**** Information shown

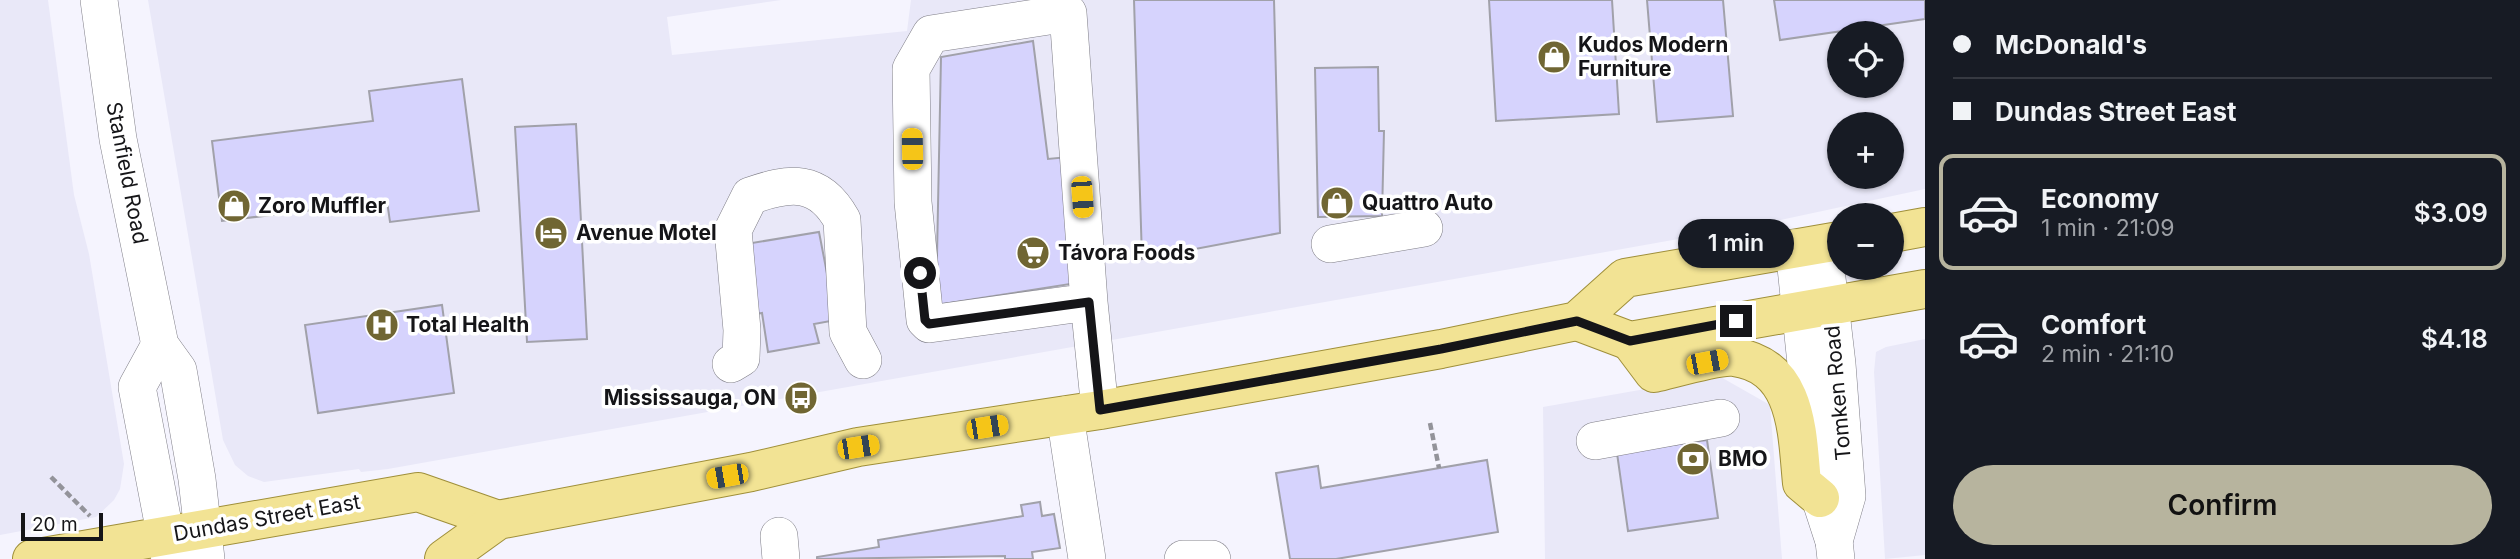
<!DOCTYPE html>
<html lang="en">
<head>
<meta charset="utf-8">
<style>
  :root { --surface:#171b24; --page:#20242c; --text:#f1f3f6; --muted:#9ea1a6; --line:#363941; --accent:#b7b49e }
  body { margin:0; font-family:Inter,sans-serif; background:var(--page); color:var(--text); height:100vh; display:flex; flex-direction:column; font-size:26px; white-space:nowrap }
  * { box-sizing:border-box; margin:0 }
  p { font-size:23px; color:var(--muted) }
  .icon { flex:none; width:38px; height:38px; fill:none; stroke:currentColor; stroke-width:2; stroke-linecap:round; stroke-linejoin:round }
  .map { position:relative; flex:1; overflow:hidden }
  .details { display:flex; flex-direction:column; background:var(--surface); width:595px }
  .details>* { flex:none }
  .banner { display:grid; align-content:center; height:154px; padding:0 28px; background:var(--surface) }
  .tools { position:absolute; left:1827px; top:21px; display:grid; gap:14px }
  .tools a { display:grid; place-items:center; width:77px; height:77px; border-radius:50%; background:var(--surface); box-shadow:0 2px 5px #0004; font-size:35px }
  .scale { position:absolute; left:21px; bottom:18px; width:82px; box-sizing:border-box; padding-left:7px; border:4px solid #151518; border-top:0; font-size:19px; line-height:24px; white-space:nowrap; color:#151518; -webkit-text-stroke:5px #fff; paint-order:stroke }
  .end { position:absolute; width:32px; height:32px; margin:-16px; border:9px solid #151518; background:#fff; box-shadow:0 0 0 4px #fff }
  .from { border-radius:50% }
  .bubble { position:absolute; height:49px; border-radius:24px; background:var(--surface); box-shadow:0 2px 5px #0004; font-size:23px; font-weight:600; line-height:49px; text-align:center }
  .car { position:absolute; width:21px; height:42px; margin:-21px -10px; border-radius:9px; box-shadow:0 0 5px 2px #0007; background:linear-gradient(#f5c518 24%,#345 0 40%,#f5c518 0 76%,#345 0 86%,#f5c518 0) }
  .banner b { display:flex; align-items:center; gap:24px; height:66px; font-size:26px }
  .banner b+b { border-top:2px solid var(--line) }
  .banner i { width:18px; height:18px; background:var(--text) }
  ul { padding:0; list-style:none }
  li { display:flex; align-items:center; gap:21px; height:116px; margin:0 14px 10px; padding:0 14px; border:4px solid transparent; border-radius:14px }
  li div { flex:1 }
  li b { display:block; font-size:26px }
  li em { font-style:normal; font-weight:600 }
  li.active { border-color:var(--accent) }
  li>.icon { width:63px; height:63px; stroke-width:1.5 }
  .action { display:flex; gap:14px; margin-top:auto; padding:14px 28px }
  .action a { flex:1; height:80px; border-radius:42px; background:var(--accent); color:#111; font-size:28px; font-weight:600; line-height:80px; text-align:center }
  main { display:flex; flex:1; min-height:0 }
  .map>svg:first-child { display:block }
</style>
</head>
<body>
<main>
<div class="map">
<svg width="1925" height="559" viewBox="0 0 1925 559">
  <rect width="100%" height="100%" fill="#f5f4fe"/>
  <!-- built -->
  <g fill="#e9e8f8" fill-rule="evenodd">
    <path d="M0 0H48L74 195 89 254 124 464 120 489 114 500 96 517 0 535Z"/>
    <path d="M148 0H781L667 17 672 55 907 31 911 0H1925V189L1757 225 685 416 388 469 361 472 359 469 264 482 248 476 235 465 223 440ZM1839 33H1892V86H1839ZM1839 124H1892V177H1839Z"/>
    <path d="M1925 339V555L1885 559 1874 372 1876 352 1886 347Z"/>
    <path d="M1719 376 1770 405 1782 559H1545L1543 407Z"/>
  </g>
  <!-- building -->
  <g fill="#d6d3fd" stroke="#a1a1aa" stroke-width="2">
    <path d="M1134 0H1274L1280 233 1142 259Z"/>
    <path d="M1489 0H1612L1619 114 1496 121Z"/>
    <path d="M1647 0H1723L1733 116 1657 122Z"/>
    <path d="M1774 0H1925V19L1780 40Z"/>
    <path d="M1033 41 1048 159 1068 157 1083 282 936 305 941 57Z"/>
    <path d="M1378 67 1379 131H1384L1382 216 1318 217 1315 68Z"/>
    <path d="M462 79 479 211 390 222 387 201 222 221 212 141 373 121 369 91Z"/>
    <path d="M576 124 587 339 527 342 515 127Z"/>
    <path d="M819 232 836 320 814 324 819 343 768 352 762 313 751 315 740 245Z"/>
    <path d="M442 305 454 393 318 413 305 325Z"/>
    <path d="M1707 440 1718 518 1628 531 1617 453Z"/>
    <path d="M1487 460 1498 532 1336 559H1290L1276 473 1318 466 1321 488Z"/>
    <path d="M1040 502 1042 516 1054 514 1060 548 1032 552 1033 559H1005V556L817 559V557L879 547 878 540 1023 516 1021 505Z"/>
  </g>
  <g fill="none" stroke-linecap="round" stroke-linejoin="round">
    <defs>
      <g id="minor">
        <path d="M99 0 118 139 160 345 178 370 197 479 206 559"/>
        <path d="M1330 244 1424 228"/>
        <path d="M1823 244 1837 364 1847 496 1834 541"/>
        <path d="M1794 248 1820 498 1834 541 1836 559"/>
        <path d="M1089 302 929 324 925 320 913 202 911 69 931 34 1068 13 1089 302 1100 410"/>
        <path d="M160 345 137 387 170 559"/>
        <path d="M731 364 741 358 742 330 733 230 750 196C789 182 819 178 842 220L848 332 863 360"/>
        <path d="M1065 415 1087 559"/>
        <path d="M1595 441 1721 418"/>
        <path d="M779 536 781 559"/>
        <path d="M1183 559H1212"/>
      </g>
      <g id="major">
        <path d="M1892 233 1925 227"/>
        <path d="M1577 321 1630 341 1925 289"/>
        <path d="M1630 341 1654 373C1672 369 1719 355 1734 357 1799 366 1797 434 1802 483L1820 498"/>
        <path d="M32 559 418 492 498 520"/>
        <path d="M444 559 498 520 751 472 858 447 1100 410 1441 349 1577 321 1625 278 1839 241"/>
      </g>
    </defs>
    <!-- minor casing -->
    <use href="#minor" stroke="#7f7e87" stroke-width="38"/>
    <!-- major casing -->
    <use href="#major" stroke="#9f8f3a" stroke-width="40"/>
    <!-- path -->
    <g stroke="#93939a" stroke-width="4.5" stroke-dasharray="7 3.5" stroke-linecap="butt">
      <path d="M1430 423 1439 468"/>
      <path d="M51 477 90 516"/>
    </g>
    <!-- minor -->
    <use href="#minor" stroke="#fff" stroke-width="37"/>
    <!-- major -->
    <use href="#major" stroke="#f2e394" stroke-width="38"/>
  </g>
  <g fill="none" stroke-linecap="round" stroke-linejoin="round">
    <!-- route -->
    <path stroke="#151518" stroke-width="9" d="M920 273 925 320 929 324 1089 302 1100 410 1441 349 1577 321 1630 341 1736 321"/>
  </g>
  <!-- icons -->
  <defs>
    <symbol id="shop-disc" viewBox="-11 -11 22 22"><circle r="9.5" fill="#706633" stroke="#fff"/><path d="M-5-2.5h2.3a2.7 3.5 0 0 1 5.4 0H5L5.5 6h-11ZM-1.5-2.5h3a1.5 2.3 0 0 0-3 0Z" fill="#fff"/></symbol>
    <symbol id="hotel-disc" viewBox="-11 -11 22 22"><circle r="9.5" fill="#706633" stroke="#fff"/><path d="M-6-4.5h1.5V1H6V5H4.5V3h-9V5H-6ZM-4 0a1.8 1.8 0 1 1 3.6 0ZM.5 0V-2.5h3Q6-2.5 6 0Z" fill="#fff"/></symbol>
    <symbol id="supermarket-disc" viewBox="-11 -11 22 22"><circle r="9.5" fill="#706633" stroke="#fff"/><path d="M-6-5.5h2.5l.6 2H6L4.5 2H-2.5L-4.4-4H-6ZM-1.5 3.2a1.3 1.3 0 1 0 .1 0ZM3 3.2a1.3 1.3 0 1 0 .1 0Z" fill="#fff"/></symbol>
    <symbol id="hospital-disc" viewBox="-11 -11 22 22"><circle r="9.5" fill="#706633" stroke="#fff"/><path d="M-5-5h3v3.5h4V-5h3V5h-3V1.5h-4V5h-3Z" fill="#fff"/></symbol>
    <symbol id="bus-disc" viewBox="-11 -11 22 22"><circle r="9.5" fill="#706633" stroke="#fff"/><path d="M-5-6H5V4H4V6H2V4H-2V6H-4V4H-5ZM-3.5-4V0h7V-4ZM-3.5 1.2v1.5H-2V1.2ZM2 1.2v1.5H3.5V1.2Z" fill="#fff"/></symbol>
    <symbol id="bank-disc" viewBox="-11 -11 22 22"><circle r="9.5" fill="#706633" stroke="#fff"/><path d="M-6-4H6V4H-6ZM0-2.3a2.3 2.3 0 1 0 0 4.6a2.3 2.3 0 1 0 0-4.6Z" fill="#fff"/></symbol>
  </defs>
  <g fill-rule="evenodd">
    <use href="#shop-disc" x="1535" y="38" width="38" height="38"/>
    <use href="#shop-disc" x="1318" y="184" width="38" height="38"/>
    <use href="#shop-disc" x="215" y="187" width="38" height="38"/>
    <use href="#hotel-disc" x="532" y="214" width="38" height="38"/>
    <use href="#supermarket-disc" x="1014" y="234" width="38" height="38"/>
    <use href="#hospital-disc" x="363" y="306" width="38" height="38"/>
    <use href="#bus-disc" x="782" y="379" width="38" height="38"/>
    <use href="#bank-disc" x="1674" y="440" width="38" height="38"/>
  </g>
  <g text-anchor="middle" stroke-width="7" stroke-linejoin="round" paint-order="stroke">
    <!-- poi labels -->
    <g font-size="21" font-weight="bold" fill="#151518" stroke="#fff" text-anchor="start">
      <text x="1578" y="52">Kudos Modern<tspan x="1578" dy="24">Furniture</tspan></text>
      <text x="1362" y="210">Quattro Auto</text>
      <text x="258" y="213">Zoro Muffler</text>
      <text x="576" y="240">Avenue Motel</text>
      <text x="1058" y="260">Távora Foods</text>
      <text x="406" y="332">Total Health</text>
      <text x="776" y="405" text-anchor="end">Mississauga, ON</text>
      <text x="1718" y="466">BMO</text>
    </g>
    <!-- street labels -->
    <g font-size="21" fill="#151518" stroke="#fff">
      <text transform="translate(127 173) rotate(79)" y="7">Stanfield Road</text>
      <text transform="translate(1838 393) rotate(-95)" y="7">Tomken Road</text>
      <text transform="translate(267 518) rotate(-10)" y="7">Dundas Street East</text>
    </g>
  </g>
</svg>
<div class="tools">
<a><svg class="icon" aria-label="locate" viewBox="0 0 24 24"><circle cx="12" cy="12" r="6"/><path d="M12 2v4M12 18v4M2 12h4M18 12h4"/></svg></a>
<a>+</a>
<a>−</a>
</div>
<div class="scale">20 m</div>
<i class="end from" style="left:920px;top:273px"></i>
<i class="end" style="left:1736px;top:321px"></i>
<div class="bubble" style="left:1678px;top:219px;width:116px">1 min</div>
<i class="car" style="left:912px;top:149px;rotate:359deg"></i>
<i class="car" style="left:1082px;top:197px;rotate:176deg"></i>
<i class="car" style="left:1707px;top:362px;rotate:79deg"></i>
<i class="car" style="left:987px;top:427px;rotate:81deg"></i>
<i class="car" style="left:858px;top:447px;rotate:81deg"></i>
<i class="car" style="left:727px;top:476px;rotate:260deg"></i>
</div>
<section class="details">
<div class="banner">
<b><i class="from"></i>McDonald's</b>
<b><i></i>Dundas Street East</b>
</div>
<ul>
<li class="active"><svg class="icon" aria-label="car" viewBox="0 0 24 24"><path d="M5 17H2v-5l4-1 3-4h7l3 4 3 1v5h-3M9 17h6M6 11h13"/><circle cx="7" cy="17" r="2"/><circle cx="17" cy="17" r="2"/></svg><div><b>Economy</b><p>1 min · 21:09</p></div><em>$3.09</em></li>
<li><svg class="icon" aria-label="car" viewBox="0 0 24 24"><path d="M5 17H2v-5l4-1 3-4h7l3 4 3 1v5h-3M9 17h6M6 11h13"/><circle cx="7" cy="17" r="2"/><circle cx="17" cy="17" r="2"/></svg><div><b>Comfort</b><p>2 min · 21:10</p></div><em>$4.18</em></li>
</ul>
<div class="action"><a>Confirm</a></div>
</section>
</main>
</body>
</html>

********

# Required action
Using only the entries above, output the line with "display:grid; place-items:center; width:77px;", the line with "position:absolute; left:21px; bottom:18px;", and all lines between them, exactly as they stand.

# Response area
  .tools a { display:grid; place-items:center; width:77px; height:77px; border-radius:50%; background:var(--surface); box-shadow:0 2px 5px #0004; font-size:35px }
  .scale { position:absolute; left:21px; bottom:18px; width:82px; box-sizing:border-box; padding-left:7px; border:4px solid #151518; border-top:0; font-size:19px; line-height:24px; white-space:nowrap; color:#151518; -webkit-text-stroke:5px #fff; paint-order:stroke }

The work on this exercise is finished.